Distance and danger are only somewhat correlated: all dangerous objects are close, but not all close objects are dangerous.

In [8]:
express.histogram(data_frame=df, x='Relative Velocity (km/s)', facet_col='Is Potentially Hazardous',).show(renderer='iframe_connected',)

Similarly relative velocity and danger are not highly correlated; we might expect the more hazardous objects to be moving quickly, but the not-hazardous cohort is actually moving faster on average.

In [9]:
express.scatter(data_frame=df, y='Relative Velocity (km/s)', x='Miss Distance (km)', hover_name='Limited Name', size='Min Diameter (km)', color='year', log_x=True).show(renderer='iframe_connected',)
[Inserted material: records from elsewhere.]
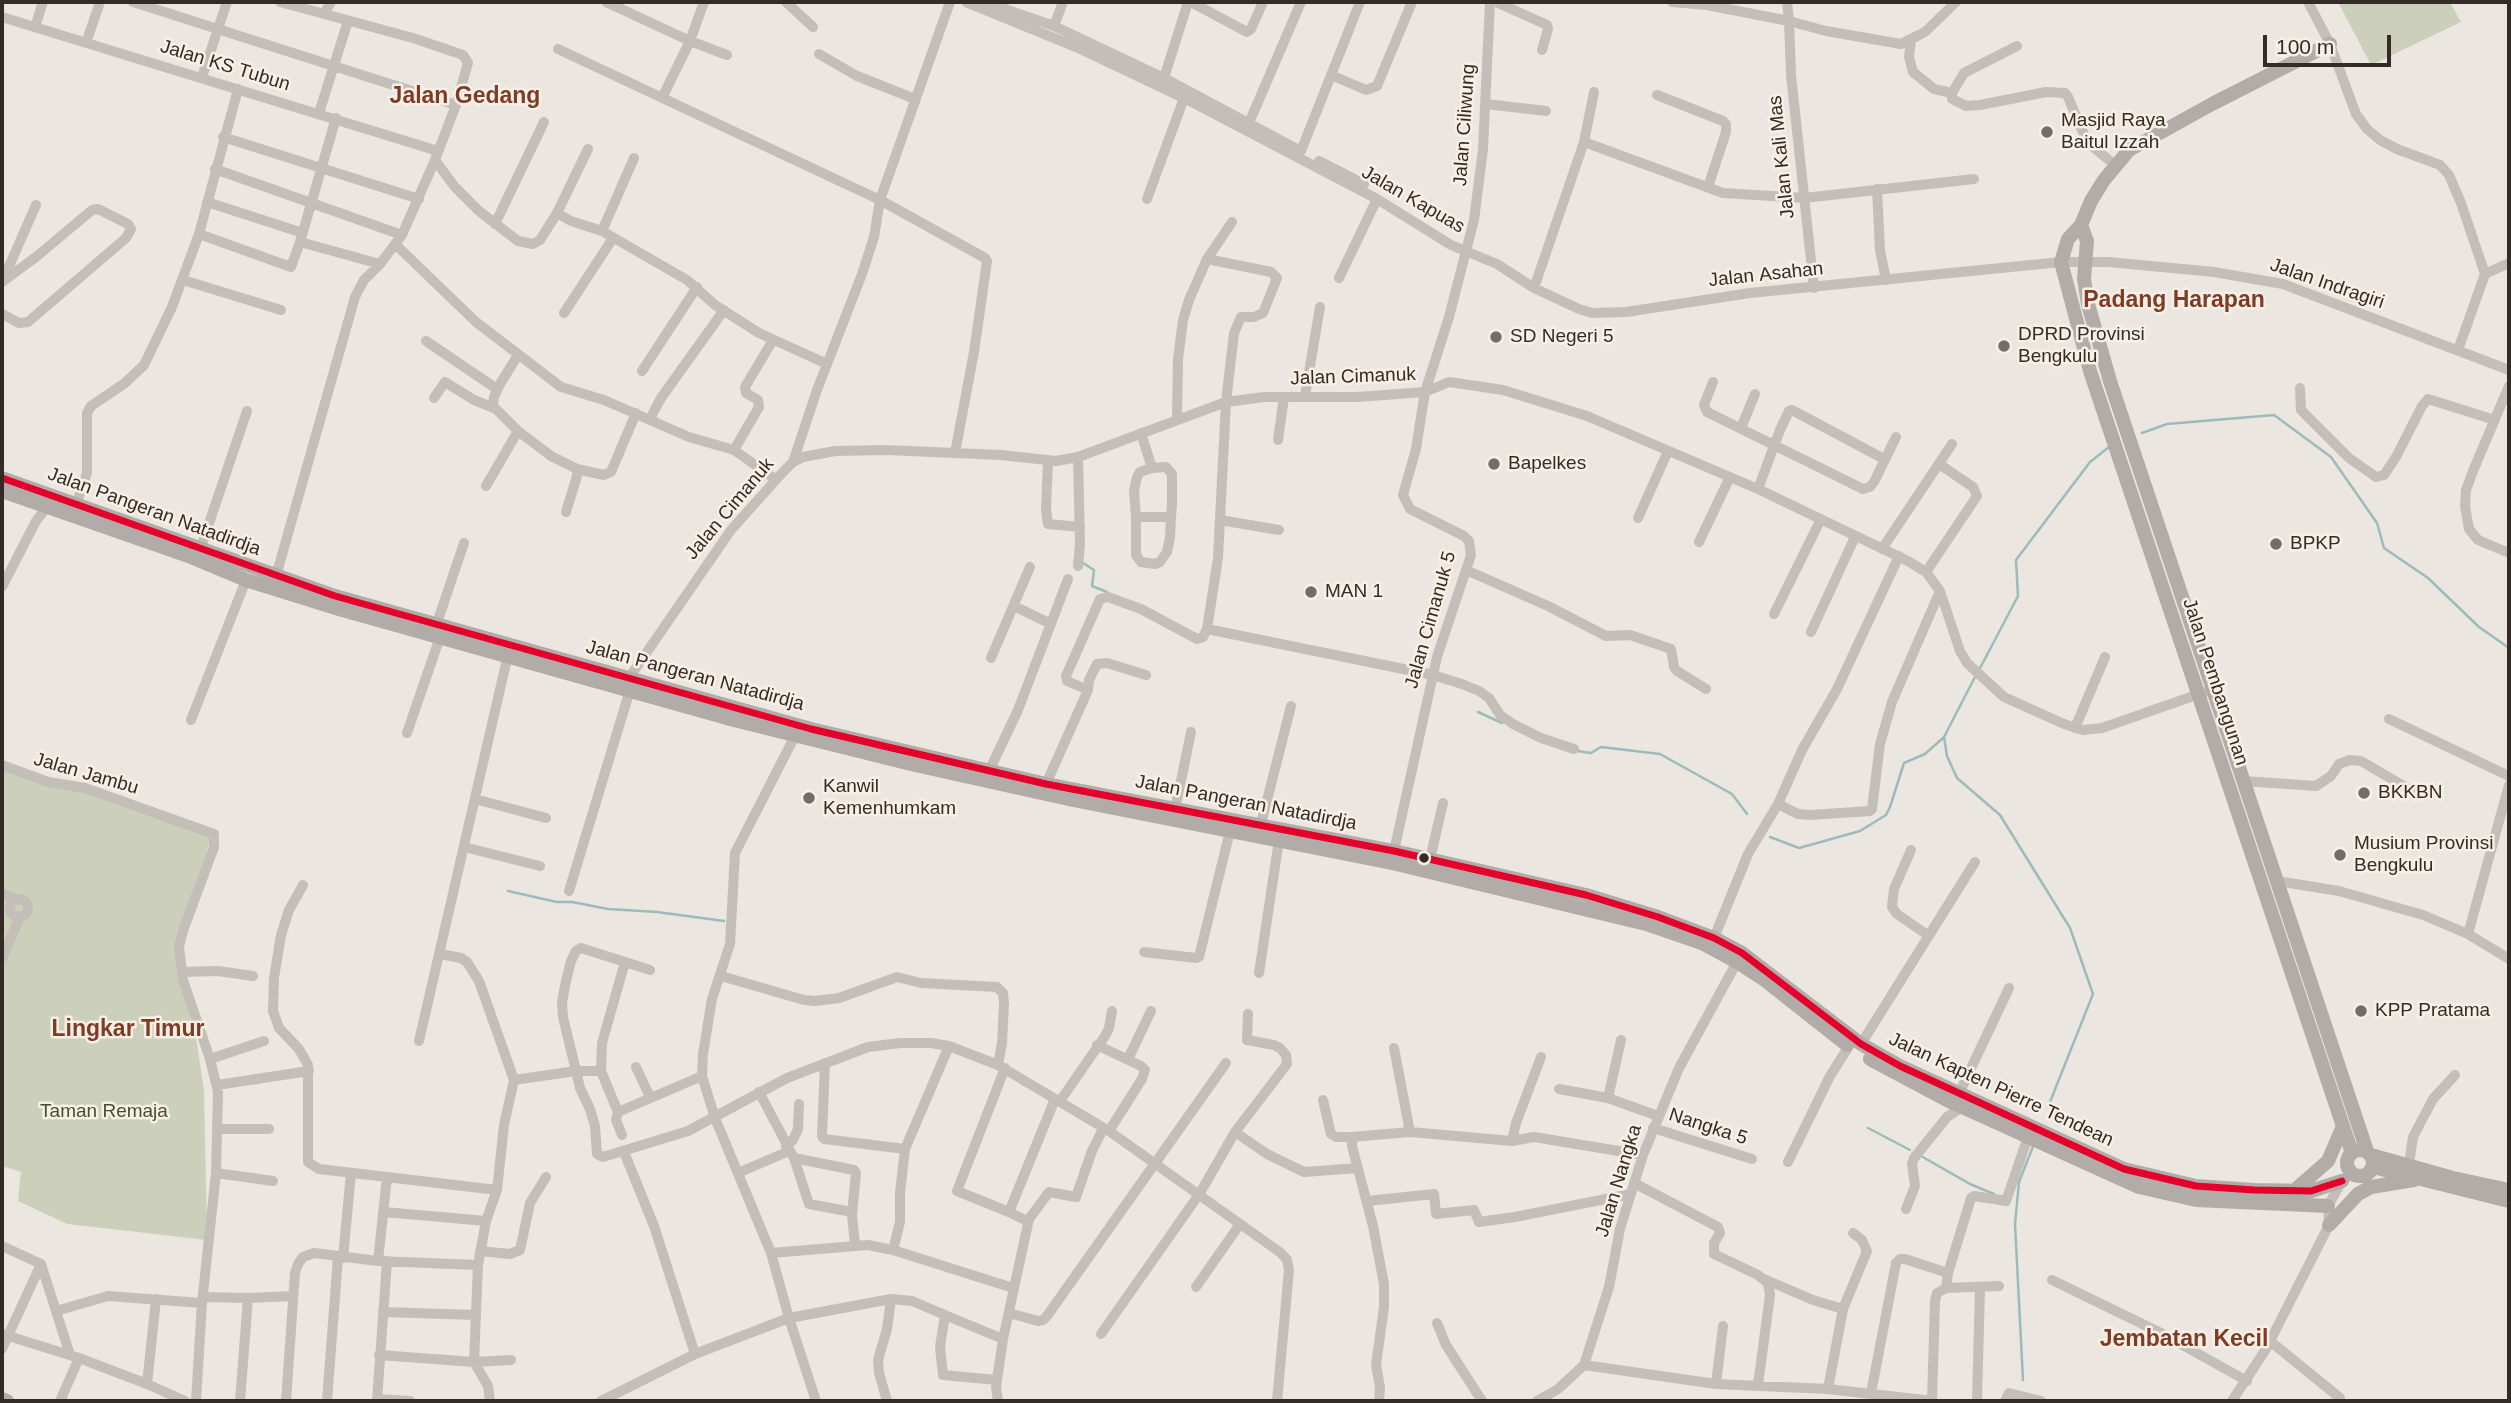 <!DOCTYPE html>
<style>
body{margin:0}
#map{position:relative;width:2511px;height:1403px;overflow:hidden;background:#ebe6e0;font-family:Arial,sans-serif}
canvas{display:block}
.frame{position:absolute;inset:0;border:4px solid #342b27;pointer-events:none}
.scale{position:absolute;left:2263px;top:35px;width:128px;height:32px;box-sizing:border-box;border:4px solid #342b27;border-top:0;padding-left:9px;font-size:21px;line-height:24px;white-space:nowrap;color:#342b27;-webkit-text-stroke:5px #f8f0e6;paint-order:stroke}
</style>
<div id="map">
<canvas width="2511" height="1403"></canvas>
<div class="frame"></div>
<div class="scale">100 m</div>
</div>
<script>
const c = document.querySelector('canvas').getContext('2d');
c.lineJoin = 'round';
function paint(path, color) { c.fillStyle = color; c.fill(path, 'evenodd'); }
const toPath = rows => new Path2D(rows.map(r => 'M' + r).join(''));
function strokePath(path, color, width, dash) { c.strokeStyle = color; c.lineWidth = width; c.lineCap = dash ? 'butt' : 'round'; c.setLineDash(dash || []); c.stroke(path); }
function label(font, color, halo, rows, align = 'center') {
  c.font = font + ' Arial,sans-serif'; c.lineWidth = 5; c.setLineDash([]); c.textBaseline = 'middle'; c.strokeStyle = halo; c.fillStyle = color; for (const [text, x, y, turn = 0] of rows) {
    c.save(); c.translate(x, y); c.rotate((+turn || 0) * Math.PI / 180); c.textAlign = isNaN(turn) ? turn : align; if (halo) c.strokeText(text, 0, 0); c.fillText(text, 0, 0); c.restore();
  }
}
const green = toPath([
 [2338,2,2450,2,2461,22,2371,65],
 [2,763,81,791,148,805,211,836,182,946,204,1090,207,1240,67,1224,18,1201,21,1172,2,1166]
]);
const stream = toPath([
 [2142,433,2167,424,2274,415,2331,457,2377,523,2384,548,2428,578,2479,627,2509,648],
 [1083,563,1094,570,1092,586,1107,592],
 [1979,670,2018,596,2016,560,2090,462,2109,447],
 [1976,675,1944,737,1947,756,1957,778,2000,815,2070,928,2093,994,2048,1107],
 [1478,712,1502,723],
 [1577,751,1591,753,1601,747,1660,754,1732,794,1747,814],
 [1770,837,1799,848,1860,831,1886,815,1890,807,1904,763,1925,754,1944,737],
 [508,891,557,902,572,902,608,909,657,912,724,921],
 [1868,1128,1910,1150],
 [1921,1156,1970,1184,1994,1194],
 [2023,1380,2015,1224,2019,1182,2034,1144]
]);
const minor = toPath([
 [133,2,456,105],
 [606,2,690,41,727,55],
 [786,2,813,27],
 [966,2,1076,47,1192,102,1377,199,1451,245,1497,264,1534,288,1579,309,1592,313,1626,312,1750,293,2061,262,2109,262,2214,272,2283,284,2509,370],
 [985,2,1054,26,1164,78,1295,148],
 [1191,2,1247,32,1251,29,1263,2],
 [1496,2,1547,25,1548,29,1542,50],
 [1672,2,1707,5,1789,21,1791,75,1814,288],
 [1787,2,1789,21,1826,31,1901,44,1925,32,1956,2],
 [2308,2,2330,44,2356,114,2367,129,2380,140,2397,149,2440,165,2449,175,2461,203,2485,274],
 [324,14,331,2],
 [2,17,438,151],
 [1054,26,1063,2],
 [35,27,43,2],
 [1911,40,1909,57,1913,72,1934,89,1952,93],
 [86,43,100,2],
 [2017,46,1964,73,1952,93,1952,99,1966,106,1980,105,2046,92,2065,93,2068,97,2085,137,2093,147,2115,165],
 [558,49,880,200,985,258,987,261,974,352,955,453],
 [819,54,857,76,915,99],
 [1331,75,1366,90,1377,86,1412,2],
 [202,77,227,2],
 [1164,78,1188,2],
 [1657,95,1723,121,1726,124,1726,132,1708,187],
 [662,98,690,41,704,2],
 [1486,104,1546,111],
 [319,113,348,21],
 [1249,123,1301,2],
 [223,137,419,199],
 [1584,142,1723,193,1804,198,1974,179],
 [1301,151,1360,2],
 [435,160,454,186,479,211,518,241,533,244,540,240,557,213,588,149],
 [1319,161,1364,184],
 [215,169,402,235],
 [1877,189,1880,250,1886,280],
 [1147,199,1184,98],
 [207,202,303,233],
 [557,213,571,221,602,231,687,280,715,305,759,333,827,364],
 [495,224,544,122],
 [602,231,634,158],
 [199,234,291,267,300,242,336,118],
 [300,242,380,264],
 [395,244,476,322,561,387,604,400,689,437,734,450,775,479],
 [1339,278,1377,199],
 [3,280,36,205],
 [183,280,281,310],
 [1534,288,1584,142,1594,92],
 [564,313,613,238],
 [2,314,19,323,28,322,126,238,131,229,128,224,98,209,92,210,36,257,2,282],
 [426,341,497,389],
 [2458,350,2485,274,2509,263],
 [518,355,500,384,494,397,493,406,518,431,551,456,577,469,577,476,566,512],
 [642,371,697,287],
 [1713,382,1704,405,1707,412,1863,489,1870,487,1874,482,1896,437],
 [2509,386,2473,471,2466,490,2465,506,2469,529,2478,540,2509,553],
 [2300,388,2301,410,2349,458,2376,477,2384,475,2396,457,2422,406,2428,399,2495,420],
 [1305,396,1320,307],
 [434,398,445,382,474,400,494,408],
 [650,419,661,398,724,310],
 [1177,419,1178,359,1183,320,1189,300,1207,259,1232,222],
 [1741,428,1755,394],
 [1278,440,1284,397],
 [734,450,759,407,758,400,746,393,745,387,773,340],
 [1078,457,1080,544,1078,566],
 [1048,460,1046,510,1048,524,1080,527],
 [793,462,817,390,862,274,874,237,880,200,950,2],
 [1152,468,1166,467,1172,474,1172,505,1171,517,1170,537,1167,552,1160,562,1155,564,1141,562,1136,555,1136,517,1171,517],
 [577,469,604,475,611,472,636,413],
 [486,486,518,431],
 [1758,489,1780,430,1789,411,1792,410,1884,459],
 [76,505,87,473,87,413,91,406,125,383,144,365,172,307,199,234,238,89],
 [1136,517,1134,491,1137,477,1140,472,1152,468,1141,433],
 [1638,518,1668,451],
 [1220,520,1279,530],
 [1699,542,1730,477],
 [1882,549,1952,444],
 [200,550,247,411],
 [1466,570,1548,606,1606,636,1630,635,1671,649,1674,667,1677,671,1706,689],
 [1926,572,1977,496,1973,487,1939,464],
 [276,576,355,297,364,280,380,264,402,235,435,160,456,105,468,63,463,55,413,38,280,2],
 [2,587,36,521,47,507],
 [1014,606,1051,624],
 [1774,614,1821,519],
 [436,626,464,543],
 [1207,629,1433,675,1462,684,1479,691,1489,698,1500,715,1513,724,1541,738,1574,749],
 [1811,632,1855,537],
 [991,658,1030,567],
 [629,678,731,530,783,472,793,462,803,457,835,451,886,450,1001,455,1056,461,1078,457,1226,402,1264,397,1357,397,1425,392,1449,382,1503,390,1587,416,1758,489,1908,561,1926,572,1940,591,1960,651,1967,663,2004,697,2064,724,2083,730,2102,728,2205,692],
 [1088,690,1067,681,1066,676,1100,599,1108,597,1141,609,1197,639,1203,637,1207,629,1218,558,1226,402,1234,333,1241,317,1254,317,1263,313,1277,278,1271,272,1207,259],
 [2389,719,2509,776],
 [191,720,246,580],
 [2075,728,2105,657],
 [798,730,735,853,730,944,712,999,703,1054,702,1076,715,1118,771,1253,789,1318,816,1401],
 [407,733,440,637],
 [2,765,48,782,85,788,214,834,214,847,184,928,179,946,183,980,210,1059,218,1092,216,1173,202,1303,196,1401],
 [990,769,1018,710,1068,579],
 [2243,781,2316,786,2331,776,2339,764,2350,760,2361,761,2419,795],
 [1046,784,1088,690,1089,680,1097,664,1107,663,1146,675],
 [475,799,546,818],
 [1778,804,1798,814,1810,815,1870,811,1872,809,1880,744,1892,702,1940,591],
 [1175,810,1191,732],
 [1259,832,1291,706],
 [464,847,540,866],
 [1911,850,1894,889,1892,907,1897,914,1929,936],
 [1394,851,1437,657,1471,555,1469,541,1464,536,1410,509,1403,495,1416,449,1425,392,1449,317,1474,220,1483,149,1490,2],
 [1430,859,1443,803],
 [2277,881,2339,891,2423,915,2468,934,2509,959],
 [303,885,289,910,281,935,274,978,273,1011,279,1028,299,1049,308,1065,308,1162,319,1169,497,1190],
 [569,891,630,690],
 [2,893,18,900],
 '10 908a9 9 0 1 1 18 0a9 9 0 1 1-18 0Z',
 [2468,934,2509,785],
 [1714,938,1748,854,1778,804,1802,750,1837,689,1899,556],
 [1144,952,1196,958,1199,957,1230,831],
 [440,954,461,958,467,962,479,981,514,1080,504,1125,497,1190,486,1221,478,1265,474,1362,488,1386,490,1401],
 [2,958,20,917],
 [182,972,218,971,253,976],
 [1259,973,1279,840],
 [721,976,804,1000,815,1001,839,998,897,977,921,983,997,987,1003,993,1004,1004,1002,1043,998,1065],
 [419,1041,507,659],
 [1861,1044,1975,862],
 [1097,1045,1141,1066,1145,1070,1142,1079,1109,1131],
 [1394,1048,1410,1132],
 [210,1059,264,1041],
 [1128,1059,1151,1011],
 [825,1063,822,1136,824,1139,905,1149],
 [636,1067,650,1097],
 [1005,1068,957,1191,1009,1212,1025,1220,1027,1223],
 [601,1071,576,1071,563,1017,562,1002,566,981,571,961,576,951,581,948,625,962],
 [514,1080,576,1071,580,1088,590,1109,595,1126,597,1154,603,1157,688,1131,787,1078,868,1047,900,1043,931,1043,949,1046,998,1065,1109,1131,1281,1253,1287,1260,1289,1270,1277,1401],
 [217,1085,309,1071],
 [1559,1089,1608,1098,1658,1116],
 [759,1092,794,1158,809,1204,852,1212],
 [1608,1098,1621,1040],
 [1957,1098,2009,988],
 [1323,1100,1331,1134,1336,1137,1352,1137],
 [1060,1101,1105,1036,1109,1028,1112,1011],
 [618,1112,702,1076],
 [1653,1128,1752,1159],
 [218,1129,269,1129],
 [1235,1132,1267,1154,1304,1172,1358,1168],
 [622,1135,616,1120,618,1112,601,1071,602,1043,625,962,650,970],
 [1512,1141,1516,1123,1541,1057],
 [786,1146,793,1140,798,1129,799,1104],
 [624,1152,654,1226,695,1354],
 [794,1158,854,1170,856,1173,852,1215,855,1245],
 [1788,1162,1830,1076,1849,1046],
 [2409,1164,2413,1137,2433,1099,2455,1075],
 [216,1173,273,1181],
 [738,1173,789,1151],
 [1634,1183,1718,1227,1720,1233,1714,1243,1714,1254,1758,1275,1768,1283,1770,1295,1758,1385],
 [1367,1201,1434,1194,1436,1214,1474,1210,1479,1222,1515,1217,1631,1194],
 [1906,1209,1915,1186,1912,1164,1914,1158,1947,1117,1962,1107],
 [384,1212,486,1221],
 [1009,1212,1055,1099],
 [2,1246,41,1264,70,1355],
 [893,1250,900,1222,900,1193,905,1149,949,1046],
 [480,1251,510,1254,520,1250,530,1203,546,1177],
 [771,1253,868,1245,893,1250,1013,1288],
 [343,1258,351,1173],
 [378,1261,387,1177],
 [1764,1279,1813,1300,1843,1309],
 [2052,1280,2159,1332,2247,1381],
 [1196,1287,1240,1224],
 [1946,1288,1948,1273,1971,1198,1974,1196,2006,1201,2028,1137],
 [203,1297,248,1298,240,1401],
 [248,1298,293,1296],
 [56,1311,108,1296,202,1303],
 [383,1312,476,1315],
 [1009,1313,1038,1321,1043,1320,1047,1316,1226,1063],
 [1437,1323,1446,1345,1482,1401],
 [2,1334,79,1358,147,1384,185,1401],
 [1101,1334,1200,1193,1235,1132,1287,1064,1286,1055,1280,1048,1274,1045,1247,1040,1248,1014],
 [2270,1341,2340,1398],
 [2,1349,41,1264],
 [379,1355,474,1362,511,1360],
 [1584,1365,1716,1384,1828,1389,1933,1401],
 [997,1380,943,1375,940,1347,945,1315,1003,1339],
 [147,1384,156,1299],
 [1716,1384,1723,1326],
 [1828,1389,1843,1309,1867,1251,1862,1240,1853,1233],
 [1871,1393,1896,1263,1900,1259,1905,1259,1948,1273],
 [377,1399,410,1401],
 [60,1401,79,1358],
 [286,1401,295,1273,298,1264,303,1257,314,1253,378,1261,478,1265],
 [327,1401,338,1257],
 [377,1401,387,1261],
 [601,1401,695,1354,789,1318,891,1299,912,1301,945,1315],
 [887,1401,879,1373,878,1360,887,1329,891,1299],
 [998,1401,996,1387,1003,1339,1029,1219,1049,1192,1076,1197,1092,1151,1103,1129],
 [1379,1401,1380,1387,1376,1365,1384,1307,1384,1284,1373,1226,1352,1146,1352,1137,1410,1132,1512,1141,1534,1137,1643,1155],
 [1537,1401,1558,1389,1584,1365,1609,1287,1620,1229,1643,1155,1679,1068,1737,962],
 [1932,1401,1935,1301,1937,1293,1946,1288,1999,1286],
 [1977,1401,1980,1288],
 [2005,1401,2009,1393,2041,1401],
 [2232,1401,2266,1349,2329,1225,2328,1206,2342,1181,2352,1173]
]);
const major = toPath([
 [2330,44,2212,104,2129,150,2104,180,2091,201,2081,225,2068,239,2061,262,2090,371,2352,1153],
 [2081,225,2087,241,2084,279,2088,304,2110,381,2367,1151],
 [2,478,335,596,811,729,1046,784,1394,851,1586,895,1658,917,1714,938,1742,953,1861,1044,1900,1066,2124,1169,2196,1186,2254,1190,2311,1191,2342,1181],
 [2,491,191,557,246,580,339,609,734,720,915,765,1073,800,1392,863,1646,924,1704,944,1737,962,1766,981,1847,1045],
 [1870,1059,1947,1100,2139,1187,2196,1200,2328,1206],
 '2347 1163a13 13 0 1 1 26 0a13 13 0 1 1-26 0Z',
 [2371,1155,2453,1178,2509,1190],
 [2373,1167,2509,1201],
 [2296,1189,2328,1161,2343,1126],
 [2329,1225,2358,1194,2371,1187,2414,1180],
 [2,1399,7,1401]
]);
const bus1 = toPath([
 [2,478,335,596,811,729,1046,784,1394,851,1586,895,1658,917,1714,938,1742,953,1861,1044,1900,1066,2124,1169,2196,1186,2254,1190,2311,1191,2342,1181]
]);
const markers = [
 [2047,132,7,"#746c68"],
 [1496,337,7,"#746c68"],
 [2004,346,7,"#746c68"],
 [1494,464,7,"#746c68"],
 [2276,544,7,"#746c68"],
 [1311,592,7,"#746c68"],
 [2364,793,7,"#746c68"],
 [809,798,7,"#746c68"],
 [2340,855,7,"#746c68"],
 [1424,858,6,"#342b27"],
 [2361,1011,7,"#746c68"]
];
const streetNames = [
 ["Jalan KS Tubun",225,66,17],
 ["Jalan Ciliwung",1465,125,-86],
 ["Jalan Kali Mas",1782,157,-96],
 ["Jalan Kapuas",1413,200,30],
 ["Jalan Asahan",1766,275,-6],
 ["Jalan Indragiri",2327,284,19],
 ["Jalan Cimanuk",1353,377,-2],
 ["Jalan Cimanuk",730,509,-50],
 ["Jalan Pangeran Natadirdja",154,512,20],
 ["Jalan Cimanuk 5",1431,620,-74],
 ["Jalan Pangeran Natadirdja",695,676,15],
 ["Jalan Pembangunan",2215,682,72],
 ["Jalan Jambu",86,774,16],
 ["Jalan Pangeran Natadirdja",1246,803,11],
 ["Jalan Kapten Pierre Tendean",2001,1090,25],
 ["Nangka 5",1708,1127,18],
 ["Jalan Nangka",1619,1181,-73]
];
const poiNames = [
 ["Masjid Raya",2061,121],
 ["Baitul Izzah",2061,143],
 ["DPRD Provinsi",2018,335],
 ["Bengkulu",2018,357],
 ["SD Negeri 5",1510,337],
 ["Bapelkes",1508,464],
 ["BPKP",2290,544],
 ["MAN 1",1325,592],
 ["Kanwil",823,787],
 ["Kemenhumkam",823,809],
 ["BKKBN",2378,793],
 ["Musium Provinsi",2354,844],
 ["Bengkulu",2354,866],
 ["KPP Pratama",2375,1011]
];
const parkNames = [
 ["Taman Remaja",104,1112]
];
const quarterNames = [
 ["Jalan Gedang",465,97],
 ["Padang Harapan",2174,301],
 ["Lingkar Timur",128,1030],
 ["Jembatan Kecil",2184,1340]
];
paint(green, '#ccd0bb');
strokePath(stream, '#9dbbbb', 2.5);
strokePath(minor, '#c4beb8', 10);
strokePath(major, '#b2aca8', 14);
strokePath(bus1, '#e4002b', 7);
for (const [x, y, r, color] of markers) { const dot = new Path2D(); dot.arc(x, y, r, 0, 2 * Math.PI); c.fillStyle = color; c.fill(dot); strokePath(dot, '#f8f0e6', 2.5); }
label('19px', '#342b27', '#f8f0e6', streetNames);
label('19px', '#342b27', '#f8f0e6', poiNames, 'left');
label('19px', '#43512d', '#f8f0e6', parkNames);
label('bold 23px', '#7e3b25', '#f8f0e6', quarterNames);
</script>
If we plot distance, velocity, size, and time together we can sort of see orbits of specific objects in some cases.

In [10]:
express.scatter(data_frame=df, y='Relative Velocity (km/s)', x='Miss Distance (km)', hover_name='Limited Name', size='Min Diameter (km)', color='Is Potentially Hazardous', symbol='Orbiting Body', log_x=True).show(renderer='iframe_connected',)

We can color the same plot by danger rather than year; this looks kind of cool but I'm not sure it tells us anything.

In [11]:
express.scatter(data_frame=df, x='year', y='Miss Distance (km)', hover_name='Limited Name', size='Min Diameter (km)', color='Is Potentially Hazardous', log_y=True).show(renderer='iframe_connected',)

Similarly we can plot year x distance and the nearest near-miss events stand out, sort of.